Examine each line of the data. Copy the line if it includes the word "banner".

## [Records for processing]
▽
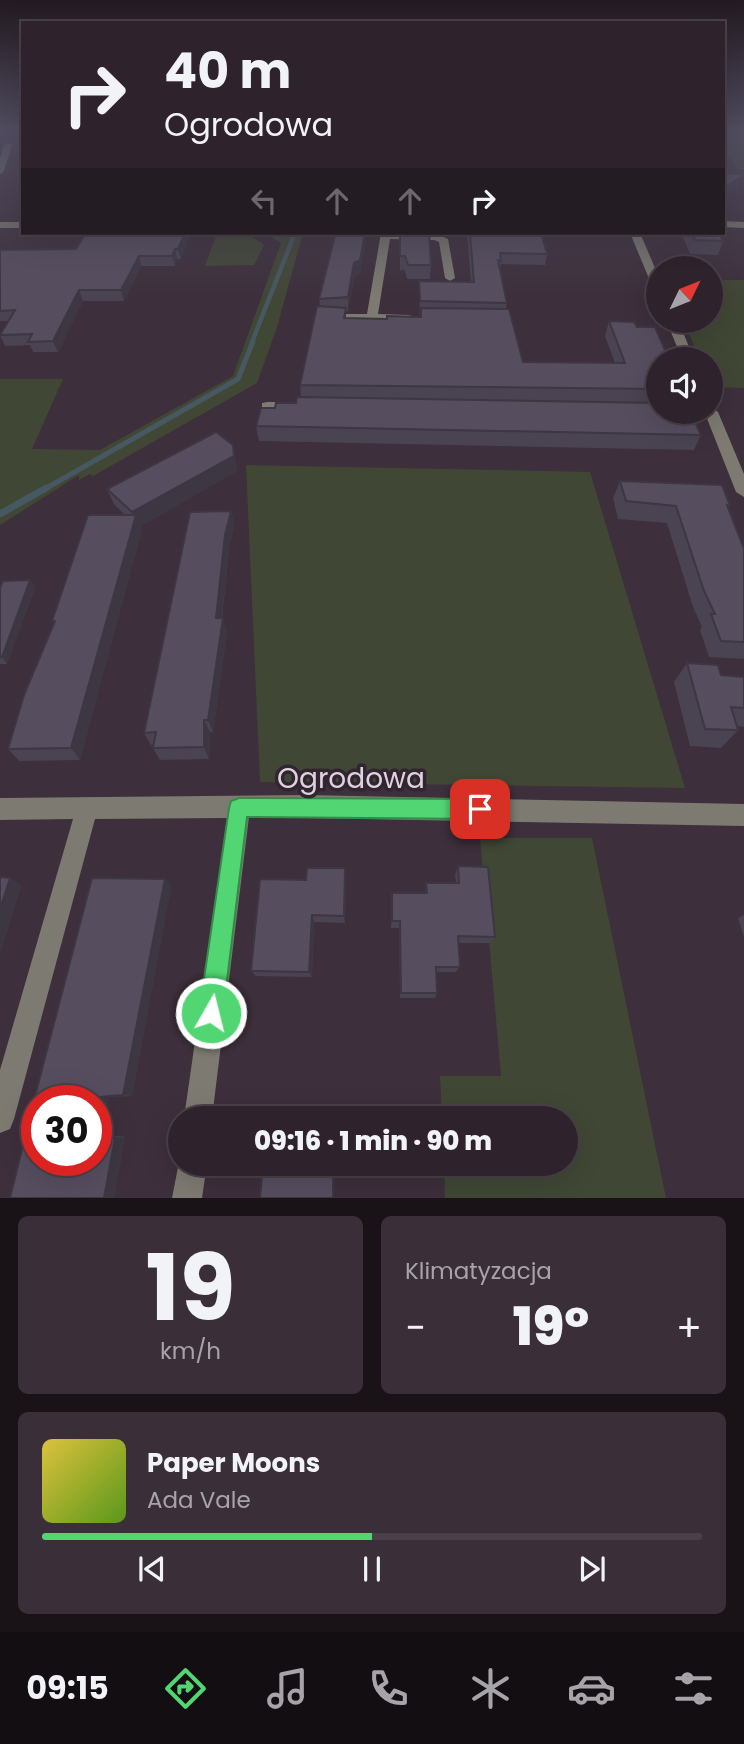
<!DOCTYPE html>
<html lang="pl">
<meta charset="utf-8">
<style>
body{margin:0;font-family:Poppins,sans-serif;background:#3a2f38;color:#f1f3f6;height:100vh;display:flex;flex-direction:column;font-size:26px;white-space:nowrap}
*{box-sizing:border-box;margin:0}
p{font-size:23px;color:#a7a4a9}
.icon{flex:none;width:38px;height:38px;fill:none;stroke:currentColor;stroke-width:2;stroke-linecap:round;stroke-linejoin:round}
.map{position:relative;height:1198px;overflow:hidden}
.details{display:flex;flex-direction:column;gap:18px;padding:18px;background:#191318;flex:1}
.details>*{flex:none}
.banner{position:absolute;left:21px;top:21px;width:704px;height:214px;border-radius:0px;box-shadow:0 7px 28px #0002,0 0 0 2px #494048;background:#2e232c;color:#f1f3f6;overflow:hidden}
.needle{width:46px;rotate:47deg}
.tools{position:absolute;left:646px;top:256px;display:grid;gap:14px}
.tools a{display:grid;place-items:center;width:77px;height:77px;border-radius:50%;background:#2e232c;box-shadow:0 7px 28px #0002,0 0 0 2px #494048;font-size:35px}
.speed{position:absolute;left:21px;top:1085px;display:flex;gap:14px;font-size:35px;font-weight:700;text-align:center}
.speed>*{display:grid;place-content:center;width:91px;height:91px;border-radius:50%;background:#2e232c;box-shadow:0 7px 28px #0002,0 0 0 2px #494048;line-height:1}
.speed .limit{border:10px solid #d22;background:#fff;color:#111}
.pin{position:absolute;display:grid;place-items:center;width:60px;height:60px;color:#fff;margin:-30px;border-radius:14px;box-shadow:0 4px 10px #0006}
.me{position:absolute;width:77px;margin:-38px;rotate:8deg;stroke-linejoin:round;filter:drop-shadow(0 0 5px #0008)}
.turn{display:flex;align-items:center;gap:24px;height:147px;padding:0 28px;font-size:32px}
.turn .icon{width:91px;height:91px;stroke-width:2.5}
.turn b{display:block;font-size:49px;line-height:60px}
.lanes{display:flex;align-items:center;height:66px;padding:0 28px;background:#0003;justify-content:center;gap:35px;direction:ltr}
.lanes .off{opacity:.35}
.big{font-size:52px;font-weight:800;line-height:1.1}
.details .card{flex:1;display:flex;flex-direction:column;justify-content:center;gap:10px;min-width:0;padding:0 24px;border-radius:10px;background:#3a2f38}
.details .dial{align-items:center;gap:0}
.dial b{font-size:91px;line-height:1}
.song{display:flex;align-items:center;gap:21px}
.cover{width:84px;height:84px;border-radius:10px;background:linear-gradient(135deg,hsl(50 70% 55%),hsl(90 70% 35%))}
.played{height:7px;border-radius:4px;background:linear-gradient(90deg,#52d673 50%,#494048 50%)}
.keys{display:flex;justify-content:space-around;direction:ltr}
.heat{display:flex;justify-content:space-between;align-items:center;font-size:38px;direction:ltr}
.details .tiles{flex:1;display:grid;gap:18px;grid-template-columns:1fr 1fr}
.card:last-child{grid-column:span 2}
.trip{position:absolute;left:168px;top:1106px;width:410px;height:70px;border-radius:35px;background:#2e232c;box-shadow:0 7px 28px #0002,0 0 0 2px #494048;font-weight:800;line-height:70px;text-align:center}
.menu{display:flex;height:112px;justify-content:space-around;align-items:center;background:#120e12;color:#a7a4a9}
.menu .icon{width:49px;height:49px}
.menu .active{color:#52d673}
.menu b{font-size:32px;color:#f1f3f6}
.map>svg:first-child{display:block}
.green{fill:#414735}
.lines{fill:none;stroke-linecap:round;stroke-linejoin:round}
.stream-far2{stroke:#465861;stroke-width:4.5}
.stream-far1{stroke:#465861;stroke-width:5}
.stream{stroke:#465861;stroke-width:7}
.minor{fill:#7c7a71;fill-rule:evenodd}
.wall{fill:#4a4352}
.shaded-wall{fill:#3c3742}
.building{fill:#564e5f;stroke:#3c3742;stroke-width:2}
.route{fill:#52d673;stroke:#358b4b;stroke-width:2}
.labels{text-anchor:middle;dominant-baseline:central;stroke-width:7;stroke-linejoin:round;paint-order:stroke}
.near-street-label{font-size:28px;fill:#dcd3db;stroke:#322531}
</style>
<div class="map">
<svg width="744" height="1198" viewBox="0 0 744 1198">
<rect width="100%" height="100%" fill="#3d2f3b"/>
<g class="green">
<polygon points="723,131 744,131 744,170 739,170 723,149"/>
<path d="M217,233C234,233 250,233 264,245L254,265L205,266Z"/>
<polygon points="265,233 303,233 277,327 257,383 93,476 90,474 79,480 79,475 0,525 0,379 63,379 32,449 100,450 233,376 281,243"/>
<polygon points="711,280 744,280 744,388 712,387 710,359 700,359 683,320 710,320"/>
<polygon points="246,465 590,472 685,788 260,782"/>
<polygon points="480,838 592,838 666,1198 445,1198 444,1164 565,1164 565,1118 442,1118 440,1076 501,1076"/>
</g>
<g class="lines">
<polyline class="stream-far2" points="252,342 295,233"/>
<polyline class="stream-far1" points="43,490 238,379 253,341"/>
<polyline class="stream" points="0,514 46,488"/>
<g class="minor">
<polygon points="8,143 12,145 4,171 0,174 0,158 4,145"/>
<polygon points="723,221 744,222 744,228 723,227"/>
<rect x="0" y="222" width="23" height="6"/>
<polygon points="381,233 436,234 448,239 455,278 450,281 445,278 439,242 434,240 390,239 378,314 408,315 412,316 412,320 320,319 318,317 324,314 367,314"/>
<polygon points="630,233 640,233 658,275 658,291 653,288"/>
<polygon points="666,320 678,320 694,359 682,359"/>
<polygon points="267,402 298,402 305,406 298,410 262,409 262,403"/>
<polygon points="710,406 718,412 744,474 744,497 736,492 706,416 669,416 662,412 710,411"/>
<polygon points="306,795 744,804 744,826 249,817 212,1118 184,1118 227,818 95,819 14,1119 10,1129 0,1133 0,1070 73,819 0,820 0,798"/>
<polygon points="180,1157 180,1164 207,1164 202,1198 172,1198"/>
</g>
</g>
<g class="wall">
<polygon points="191,233 181,259 177,259 175,266 141,266 124,301 83,301 58,352 33,352 30,345 5,346 0,335 8,321 0,321 0,250 76,249"/>
<polygon points="400,233 431,265 430,279 407,279 405,270 400,270"/>
<polygon points="467,233 541,233 547,254 545,265 501,264 500,269 507,303 506,309 523,362 615,363 605,336 609,321 637,327 658,359 658,411 701,435 694,450 259,441 256,426 275,408 296,403 301,397 300,385 320,307 319,299 360,273 355,277 348,311 346,312 346,318 387,319 420,317 419,292 419,281 471,282"/>
<polygon points="681,233 719,233 723,241 718,255 690,254"/>
<polygon points="233,445 237,471 141,526 142,529 80,760 19,761 8,749 54,623 52,621 125,515 114,504 107,489"/>
<polygon points="620,481 730,506 728,509 744,549 744,659 709,657 700,630 702,627 693,607 667,523 618,519 613,498"/>
<polygon points="231,511 234,526 229,549 222,618 227,631 213,732 210,732 209,759 160,760 153,748 153,744 151,745 144,733"/>
<polygon points="30,580 35,588 7,664 0,664 0,588"/>
<polygon points="687,663 721,675 744,677 744,727 736,726 738,730 721,748 690,746 674,682"/>
<polygon points="458,866 495,937 490,943 459,943 460,967 456,972 436,972 437,993 435,998 400,998 399,928 391,928 392,893 425,893 426,883 456,883 455,875"/>
<polygon points="346,877 345,923 314,922 312,977 256,976 251,971 306,880"/>
<polygon points="92,878 165,879 171,886 132,1096 109,1097 101,1137 125,1136 114,1198 10,1198 25,1137 37,1136 37,1160 96,1160 96,1101 51,1101 52,1096 35,1096"/>
<polygon points="744,915 744,937 738,918"/>
</g>
<g class="shaded-wall">
<polygon points="744,175 740,187 723,198 723,188"/>
<polygon points="185,233 191,233 181,259 178,249"/>
<polygon points="365,233 367,233 360,273 355,277 348,311 348,297 354,263"/>
<polygon points="175,249 177,259 175,266 172,256"/>
<polygon points="139,256 141,266 124,301 121,290"/>
<polygon points="79,290 83,301 58,352 53,341"/>
<polygon points="233,445 237,471 141,526 142,529 80,760 71,748 135,519 132,512"/>
<polygon points="231,511 234,526 229,549 220,632 216,618 225,535"/>
<polygon points="30,580 35,588 7,664 2,657"/>
<polygon points="223,618 227,631 213,732 208,720"/>
<polygon points="204,720 210,732 209,759 204,747"/>
<polygon points="345,868 346,877 345,923 344,916"/>
<polygon points="10,878 22,885 0,955 0,909"/>
<polygon points="165,879 171,886 132,1096 123,1095"/>
<polygon points="312,915 314,922 312,977 309,972"/>
<polygon points="99,1097 109,1097 101,1137 96,1137 96,1108"/>
<polygon points="125,1136 114,1198 104,1198 115,1138"/>
<polygon points="333,1164 335,1164 334,1196 333,1198"/>
</g>
<g class="building">
<polygon points="723,174 744,174 744,175 723,188"/>
<polygon points="86,233 185,233 178,249 175,249 172,256 139,256 121,290 79,290 53,341 28,342 32,334 0,335 15,310 0,311 0,250 76,249"/>
<polygon points="341,233 365,233 360,260 354,263 348,297 319,299 335,236"/>
<polygon points="400,233 429,233 431,265 408,265 405,256 400,256"/>
<polygon points="470,233 541,233 547,254 500,253 501,261 498,260 507,303 420,301 419,281 474,282"/>
<polygon points="692,233 719,233 723,241 695,240"/>
<polygon points="317,306 346,308 344,318 387,319 387,316 421,317 421,308 509,309 523,362 625,363 609,321 634,322 637,327 655,327 669,359 658,359 658,389 300,385"/>
<polygon points="297,397 658,403 658,411 690,411 701,435 256,426 261,408 275,408 276,403 296,403"/>
<polygon points="216,432 233,445 234,456 132,512 107,489"/>
<polygon points="620,481 722,485 730,506 727,505 744,549 744,642 721,641 711,614 715,614 704,591 676,506 626,501"/>
<polygon points="231,511 225,535 216,618 223,618 208,720 204,720 204,747 153,748 156,732 144,733 190,512"/>
<polygon points="88,515 136,515 71,748 8,749 24,695 55,621 52,621"/>
<polygon points="30,580 2,657 0,657 0,588 3,581"/>
<polygon points="687,663 718,665 721,675 744,677 744,708 731,707 738,730 705,729"/>
<polygon points="458,866 488,867 495,937 458,936 460,967 436,967 437,993 401,993 400,921 392,921 392,893 427,893 426,883 459,883"/>
<polygon points="307,868 345,868 344,916 312,915 309,972 251,971 260,879 306,880"/>
<polygon points="0,877 10,878 0,909"/>
<polygon points="92,878 165,879 123,1095 99,1097 96,1108 96,1101 51,1101 52,1096 35,1096"/>
<polygon points="25,1137 37,1137 37,1160 96,1160 96,1138 115,1138 104,1198 10,1198"/>
<polygon points="263,1164 333,1164 333,1198 260,1198"/>
</g>
<linearGradient id="sky" x2="0" y2="1"><stop stop-color="#221a20"/><stop offset="0.44" stop-color="#514d60"/><stop offset="1" stop-color="#514d60" stop-opacity="0"/></linearGradient>
<rect width="744" height="298" fill="url(#sky)"/>
<polygon class="route" points="239,798 480,799 487,802 490,809 487,816 480,819 247,817 223,1013 220,1022 211,1025 203,1022 199,1013 229,808 231,801"/>
<g class="labels">
<g class="near-street-label">
<text x="351" y="778">Ogrodowa</text>
</g>
</g>
</svg>
<div class="tools">
<a><svg class="needle" viewBox="-14 -14 28 28"><path d="M0-13l5 13h-10z" fill="#e53935"/><path d="M0 13l5-13h-10z" fill="#a7a4a9"/></svg></a>
<a><svg class="icon" aria-label="sound" viewBox="0 0 24 24"><path d="M4 9h4l5-4v14l-5-4H4zM17 9q2 3 0 6"/></svg></a>
</div>
<div class="speed"><div class="limit">30</div></div>
<div class="pin" style="left:480px;top:809px;background:#d93025"><svg class="icon" aria-label="arrive" viewBox="0 0 24 24"><path d="M6 21V4h12l-3 4 3 4H6"/></svg></div>
<svg class="me" style="left:211px;top:1013px" viewBox="-20 -20 40 40"><circle r="17" fill="#52d673" stroke="#fff" stroke-width="3"/><path d="M0-11L8 9 0 5-8 9z" fill="#fff"/></svg>
<div class="trip">09:16 · 1 min · 90 m</div>
<div class="banner">
<div class="turn"><svg class="icon" aria-label="right" viewBox="0 0 24 24"><path d="M7 20v-9h11M14 6l5 5-5 5"/></svg><div><b>40 m</b>Ogrodowa</div></div>
<div class="lanes"><svg class="icon off" aria-label="left" viewBox="0 0 24 24"><path d="M17 20v-9H6M10 6l-5 5 5 5"/></svg><svg class="icon off" aria-label="ahead" viewBox="0 0 24 24"><path d="M12 20V5M6 11l6-6 6 6"/></svg><svg class="icon off" aria-label="ahead" viewBox="0 0 24 24"><path d="M12 20V5M6 11l6-6 6 6"/></svg><svg class="icon" aria-label="right" viewBox="0 0 24 24"><path d="M7 20v-9h11M14 6l5 5-5 5"/></svg></div>
</div>
</div>
<section class="details">
<div class="tiles">
<div class="card dial"><b>19</b><p>km/h</p></div>
<div class="card"><p>Klimatyzacja</p>
<div class="heat"><a>−</a><b class="big">19°</b><a>+</a></div>
</div>
<div class="card">
<div class="song"><i class="cover"></i><div><b>Paper Moons</b><p>Ada Vale</p></div></div>
<div class="played"></div>
<div class="keys"><svg class="icon" aria-label="previous" viewBox="0 0 24 24"><path d="M18 5L8 12l10 7zM5 5v14"/></svg><svg class="icon" aria-label="pause" viewBox="0 0 24 24"><path d="M8 5v14M16 5v14"/></svg><svg class="icon" aria-label="next" viewBox="0 0 24 24"><path d="M6 5l10 7-10 7zM19 5v14"/></svg></div>
</div>
</div>
</section>
<nav class="menu">
<b>09:15</b>
<svg class="icon active" aria-label="directions" viewBox="0 0 24 24"><path d="M12 3l9 9-9 9-9-9zM9 14v-3h6M13 9l2 2-2 2"/></svg>
<svg class="icon" aria-label="music" viewBox="0 0 24 24"><path d="M9 18V5l10-2v13"/><circle cx="6" cy="18" r="3"/><circle cx="16" cy="16" r="3"/></svg>
<svg class="icon" aria-label="phone" viewBox="0 0 24 24"><path d="M5 4h4l2 5-3 2q2 4 5 5l2-3 5 2v4C11 20 4 13 5 4z"/></svg>
<svg class="icon" aria-label="climate" viewBox="0 0 24 24"><path d="M12 3v18M4 7l16 10M4 17L20 7"/></svg>
<svg class="icon" aria-label="car" viewBox="0 0 24 24"><path d="M5 17H2v-5l4-1 3-4h7l3 4 3 1v5h-3M9 17h6M6 11h13"/><circle cx="7" cy="17" r="2"/><circle cx="17" cy="17" r="2"/></svg>
<svg class="icon" aria-label="filters" viewBox="0 0 24 24"><path d="M4 7h16M4 17h16"/><circle cx="9" cy="7" r="2"/><circle cx="15" cy="17" r="2"/></svg>
</nav>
△
## [Response]
.banner{position:absolute;left:21px;top:21px;width:704px;height:214px;border-radius:0px;box-shadow:0 7px 28px #0002,0 0 0 2px #494048;background:#2e232c;color:#f1f3f6;overflow:hidden}
<div class="banner">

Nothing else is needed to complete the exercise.